Sudan filed a case at the top United Nations court in March that alleged the UAE of breaching the genocide convention by arming and funding the Rapid Support Forces, according to the Associated Press. U.S. intelligence assessments for many months have found that the UAE has been sending weapons to Rapid Support Forces. The UAE denies these claims.

Roundtable attendees were broken up into three groups and given multiple questions to discuss with themes including understanding the Sudanese crisis, humanitarian and policy action and diaspora and identity.

Akunna Okonkwo, a research and programs volunteer for NoirUnited, said the organization wants to empower the youth and college-aged students by giving them a platform.

“Our goal with this event is to have people feel empowered, find ways that they can try to connect with the Sudanese cause and also other causes within the continent,” the junior public health science major said.
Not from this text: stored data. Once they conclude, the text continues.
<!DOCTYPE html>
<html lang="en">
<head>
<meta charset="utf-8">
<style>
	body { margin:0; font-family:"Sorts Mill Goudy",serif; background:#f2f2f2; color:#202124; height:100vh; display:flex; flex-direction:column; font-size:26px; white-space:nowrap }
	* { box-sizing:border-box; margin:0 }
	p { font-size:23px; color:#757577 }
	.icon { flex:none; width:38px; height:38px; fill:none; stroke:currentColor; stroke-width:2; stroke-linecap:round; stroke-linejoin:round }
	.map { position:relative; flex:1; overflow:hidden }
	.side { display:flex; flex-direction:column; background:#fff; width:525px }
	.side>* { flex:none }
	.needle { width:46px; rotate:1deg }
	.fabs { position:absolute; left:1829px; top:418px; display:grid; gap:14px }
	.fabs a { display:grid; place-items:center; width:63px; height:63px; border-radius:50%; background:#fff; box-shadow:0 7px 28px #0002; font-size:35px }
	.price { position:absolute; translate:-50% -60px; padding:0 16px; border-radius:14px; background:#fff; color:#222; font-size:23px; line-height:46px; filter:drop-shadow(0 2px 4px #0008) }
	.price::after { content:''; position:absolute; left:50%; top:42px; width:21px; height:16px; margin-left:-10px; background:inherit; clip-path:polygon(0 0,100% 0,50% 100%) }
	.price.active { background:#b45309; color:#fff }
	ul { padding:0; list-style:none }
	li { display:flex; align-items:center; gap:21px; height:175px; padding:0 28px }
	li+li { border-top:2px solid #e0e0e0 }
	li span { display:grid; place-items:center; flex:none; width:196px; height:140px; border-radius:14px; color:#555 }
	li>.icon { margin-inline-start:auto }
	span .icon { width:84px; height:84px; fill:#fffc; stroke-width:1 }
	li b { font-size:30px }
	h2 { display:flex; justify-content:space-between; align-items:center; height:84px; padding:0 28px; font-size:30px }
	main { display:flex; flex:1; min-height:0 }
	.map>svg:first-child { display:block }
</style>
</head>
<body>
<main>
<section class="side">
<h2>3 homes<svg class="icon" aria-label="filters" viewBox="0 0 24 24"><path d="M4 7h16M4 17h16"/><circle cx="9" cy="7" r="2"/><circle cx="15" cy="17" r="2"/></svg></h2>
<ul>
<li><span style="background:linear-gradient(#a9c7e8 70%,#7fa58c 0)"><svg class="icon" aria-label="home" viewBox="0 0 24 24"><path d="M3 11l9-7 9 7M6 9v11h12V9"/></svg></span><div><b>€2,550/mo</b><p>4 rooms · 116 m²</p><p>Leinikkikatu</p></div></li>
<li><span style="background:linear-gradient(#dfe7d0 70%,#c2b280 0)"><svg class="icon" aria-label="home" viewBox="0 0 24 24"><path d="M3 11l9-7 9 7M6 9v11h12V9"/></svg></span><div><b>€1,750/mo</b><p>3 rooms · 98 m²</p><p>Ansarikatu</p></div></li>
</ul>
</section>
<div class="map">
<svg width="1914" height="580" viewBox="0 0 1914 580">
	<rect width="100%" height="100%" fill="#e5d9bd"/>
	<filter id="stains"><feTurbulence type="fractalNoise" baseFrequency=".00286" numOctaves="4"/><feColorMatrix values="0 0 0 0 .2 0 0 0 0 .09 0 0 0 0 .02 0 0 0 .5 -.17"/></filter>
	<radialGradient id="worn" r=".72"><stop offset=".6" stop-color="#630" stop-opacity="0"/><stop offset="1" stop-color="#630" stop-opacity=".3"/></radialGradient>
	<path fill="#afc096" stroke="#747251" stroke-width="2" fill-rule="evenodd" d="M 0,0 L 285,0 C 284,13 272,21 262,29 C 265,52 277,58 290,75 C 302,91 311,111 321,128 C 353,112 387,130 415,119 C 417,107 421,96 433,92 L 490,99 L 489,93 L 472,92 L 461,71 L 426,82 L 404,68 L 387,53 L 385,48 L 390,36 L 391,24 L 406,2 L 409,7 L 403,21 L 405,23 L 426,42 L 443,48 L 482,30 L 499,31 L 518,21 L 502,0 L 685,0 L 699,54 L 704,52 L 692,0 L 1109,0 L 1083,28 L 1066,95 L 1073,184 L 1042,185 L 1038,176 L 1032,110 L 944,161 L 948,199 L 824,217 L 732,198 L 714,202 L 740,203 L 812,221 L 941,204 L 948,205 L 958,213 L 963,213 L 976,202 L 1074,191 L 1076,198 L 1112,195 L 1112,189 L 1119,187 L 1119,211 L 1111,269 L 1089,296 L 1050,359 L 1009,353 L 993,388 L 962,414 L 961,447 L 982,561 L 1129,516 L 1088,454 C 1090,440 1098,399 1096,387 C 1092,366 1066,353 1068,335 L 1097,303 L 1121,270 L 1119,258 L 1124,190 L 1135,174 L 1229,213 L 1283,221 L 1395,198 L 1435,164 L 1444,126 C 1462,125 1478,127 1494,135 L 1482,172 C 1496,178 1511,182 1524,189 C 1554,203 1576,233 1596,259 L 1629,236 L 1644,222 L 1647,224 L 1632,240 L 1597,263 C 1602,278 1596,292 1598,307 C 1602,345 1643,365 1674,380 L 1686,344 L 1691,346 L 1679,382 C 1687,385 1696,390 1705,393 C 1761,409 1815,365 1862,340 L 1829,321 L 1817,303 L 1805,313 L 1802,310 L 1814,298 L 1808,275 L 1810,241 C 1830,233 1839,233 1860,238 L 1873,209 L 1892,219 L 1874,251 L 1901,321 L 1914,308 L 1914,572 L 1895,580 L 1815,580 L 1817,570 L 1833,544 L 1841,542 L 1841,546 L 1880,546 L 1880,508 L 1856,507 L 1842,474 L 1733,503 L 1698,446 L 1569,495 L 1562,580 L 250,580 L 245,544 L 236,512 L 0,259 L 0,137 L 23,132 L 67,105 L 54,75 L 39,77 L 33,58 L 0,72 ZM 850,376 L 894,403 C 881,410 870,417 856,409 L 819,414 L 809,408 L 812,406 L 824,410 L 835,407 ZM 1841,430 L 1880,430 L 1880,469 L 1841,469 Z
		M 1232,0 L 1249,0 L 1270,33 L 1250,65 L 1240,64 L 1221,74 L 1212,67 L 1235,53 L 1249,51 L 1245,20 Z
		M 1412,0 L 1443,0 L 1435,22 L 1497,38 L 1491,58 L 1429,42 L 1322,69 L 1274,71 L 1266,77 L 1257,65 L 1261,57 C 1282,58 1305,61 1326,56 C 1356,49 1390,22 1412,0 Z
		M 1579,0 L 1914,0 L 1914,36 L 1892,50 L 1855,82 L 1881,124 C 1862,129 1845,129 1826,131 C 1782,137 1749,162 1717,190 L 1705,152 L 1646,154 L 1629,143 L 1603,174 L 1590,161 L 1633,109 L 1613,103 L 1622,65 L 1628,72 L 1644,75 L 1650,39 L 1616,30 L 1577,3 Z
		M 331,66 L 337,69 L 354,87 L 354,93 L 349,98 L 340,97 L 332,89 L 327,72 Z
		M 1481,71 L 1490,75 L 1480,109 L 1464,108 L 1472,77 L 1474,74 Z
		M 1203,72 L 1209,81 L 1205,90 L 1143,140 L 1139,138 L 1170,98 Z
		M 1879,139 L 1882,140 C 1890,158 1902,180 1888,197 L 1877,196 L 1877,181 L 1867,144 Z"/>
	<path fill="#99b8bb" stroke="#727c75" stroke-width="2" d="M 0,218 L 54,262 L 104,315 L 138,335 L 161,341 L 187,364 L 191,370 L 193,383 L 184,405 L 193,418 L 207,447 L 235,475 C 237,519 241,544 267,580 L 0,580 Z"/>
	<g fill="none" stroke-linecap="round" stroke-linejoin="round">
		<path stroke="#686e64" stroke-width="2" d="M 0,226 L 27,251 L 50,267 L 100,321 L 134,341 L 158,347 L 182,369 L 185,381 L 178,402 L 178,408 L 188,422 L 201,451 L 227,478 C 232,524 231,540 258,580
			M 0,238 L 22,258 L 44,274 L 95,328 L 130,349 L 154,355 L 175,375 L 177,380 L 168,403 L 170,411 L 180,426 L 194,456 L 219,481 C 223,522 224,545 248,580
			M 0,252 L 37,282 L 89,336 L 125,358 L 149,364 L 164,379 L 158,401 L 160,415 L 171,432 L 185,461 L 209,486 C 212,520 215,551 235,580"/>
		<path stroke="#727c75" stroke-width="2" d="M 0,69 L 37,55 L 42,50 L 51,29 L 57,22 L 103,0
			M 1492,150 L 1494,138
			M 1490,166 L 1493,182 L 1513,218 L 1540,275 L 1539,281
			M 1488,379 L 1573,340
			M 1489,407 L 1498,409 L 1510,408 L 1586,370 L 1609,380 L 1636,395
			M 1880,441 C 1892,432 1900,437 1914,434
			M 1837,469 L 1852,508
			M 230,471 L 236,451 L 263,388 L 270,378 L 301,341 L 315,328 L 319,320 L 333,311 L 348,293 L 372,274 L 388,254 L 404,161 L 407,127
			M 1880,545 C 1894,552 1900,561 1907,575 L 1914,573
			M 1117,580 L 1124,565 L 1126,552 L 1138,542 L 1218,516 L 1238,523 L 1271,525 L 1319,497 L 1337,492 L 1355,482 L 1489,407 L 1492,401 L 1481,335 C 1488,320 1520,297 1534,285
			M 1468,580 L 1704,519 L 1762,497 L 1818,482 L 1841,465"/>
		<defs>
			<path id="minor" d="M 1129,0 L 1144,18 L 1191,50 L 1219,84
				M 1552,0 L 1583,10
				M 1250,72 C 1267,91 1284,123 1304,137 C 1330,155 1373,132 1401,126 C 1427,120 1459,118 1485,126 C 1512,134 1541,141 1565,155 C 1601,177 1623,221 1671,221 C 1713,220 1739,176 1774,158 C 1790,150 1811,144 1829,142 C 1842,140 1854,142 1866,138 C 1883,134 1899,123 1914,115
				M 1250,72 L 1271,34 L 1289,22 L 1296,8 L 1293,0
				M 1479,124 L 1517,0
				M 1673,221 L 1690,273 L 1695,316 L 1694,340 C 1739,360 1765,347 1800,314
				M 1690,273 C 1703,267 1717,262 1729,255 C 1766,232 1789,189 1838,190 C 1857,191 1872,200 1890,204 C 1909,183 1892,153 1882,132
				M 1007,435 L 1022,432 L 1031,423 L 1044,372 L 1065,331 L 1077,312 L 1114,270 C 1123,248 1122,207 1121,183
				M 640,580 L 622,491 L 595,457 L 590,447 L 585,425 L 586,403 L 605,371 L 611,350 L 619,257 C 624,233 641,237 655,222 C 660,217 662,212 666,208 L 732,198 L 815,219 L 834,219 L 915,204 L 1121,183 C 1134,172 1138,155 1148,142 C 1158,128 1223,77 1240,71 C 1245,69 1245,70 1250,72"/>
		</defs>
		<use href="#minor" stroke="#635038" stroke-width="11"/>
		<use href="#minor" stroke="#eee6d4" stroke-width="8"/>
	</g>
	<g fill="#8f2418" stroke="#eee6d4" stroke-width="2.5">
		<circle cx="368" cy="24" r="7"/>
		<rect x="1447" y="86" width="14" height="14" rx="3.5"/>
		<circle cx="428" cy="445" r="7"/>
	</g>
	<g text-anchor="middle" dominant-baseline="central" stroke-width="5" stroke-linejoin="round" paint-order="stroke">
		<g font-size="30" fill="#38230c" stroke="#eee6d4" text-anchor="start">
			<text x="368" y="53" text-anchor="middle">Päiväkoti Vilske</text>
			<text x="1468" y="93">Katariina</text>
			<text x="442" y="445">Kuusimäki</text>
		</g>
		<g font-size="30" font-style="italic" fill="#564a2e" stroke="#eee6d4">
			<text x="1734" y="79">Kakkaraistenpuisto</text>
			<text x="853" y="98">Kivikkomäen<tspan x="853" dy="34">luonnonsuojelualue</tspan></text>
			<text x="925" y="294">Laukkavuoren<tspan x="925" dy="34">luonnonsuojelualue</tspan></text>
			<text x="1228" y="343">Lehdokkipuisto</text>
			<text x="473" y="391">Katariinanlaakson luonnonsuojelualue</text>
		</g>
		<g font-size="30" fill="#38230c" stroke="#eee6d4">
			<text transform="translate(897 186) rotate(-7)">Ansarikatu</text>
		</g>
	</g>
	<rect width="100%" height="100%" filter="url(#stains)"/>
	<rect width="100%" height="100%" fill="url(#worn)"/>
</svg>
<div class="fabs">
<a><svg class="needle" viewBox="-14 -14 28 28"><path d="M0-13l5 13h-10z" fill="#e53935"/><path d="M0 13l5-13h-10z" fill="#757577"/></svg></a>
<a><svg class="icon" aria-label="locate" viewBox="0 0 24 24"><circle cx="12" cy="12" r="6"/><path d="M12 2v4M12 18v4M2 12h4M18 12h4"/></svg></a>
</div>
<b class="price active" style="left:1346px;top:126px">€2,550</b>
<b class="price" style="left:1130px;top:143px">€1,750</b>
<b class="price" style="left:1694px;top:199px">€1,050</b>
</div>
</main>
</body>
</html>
At the roundtable, Sudanese Student Organization cabinet member Basmah Elradi shared a project she created for her capstone last semester that focused on her parents’ stories and memories in Sudan. Elradi said seeing the pain that her parents were going through motivated her to work on this project.

Elradi also has family members who fled Sudan during the civil war.

“The good memories that they have in Sudan, and of their childhoods and of their children’s childhoods, deserve to be preserved, especially because we don’t have a Sudan to go back to right now,” the junior neuroscience major said.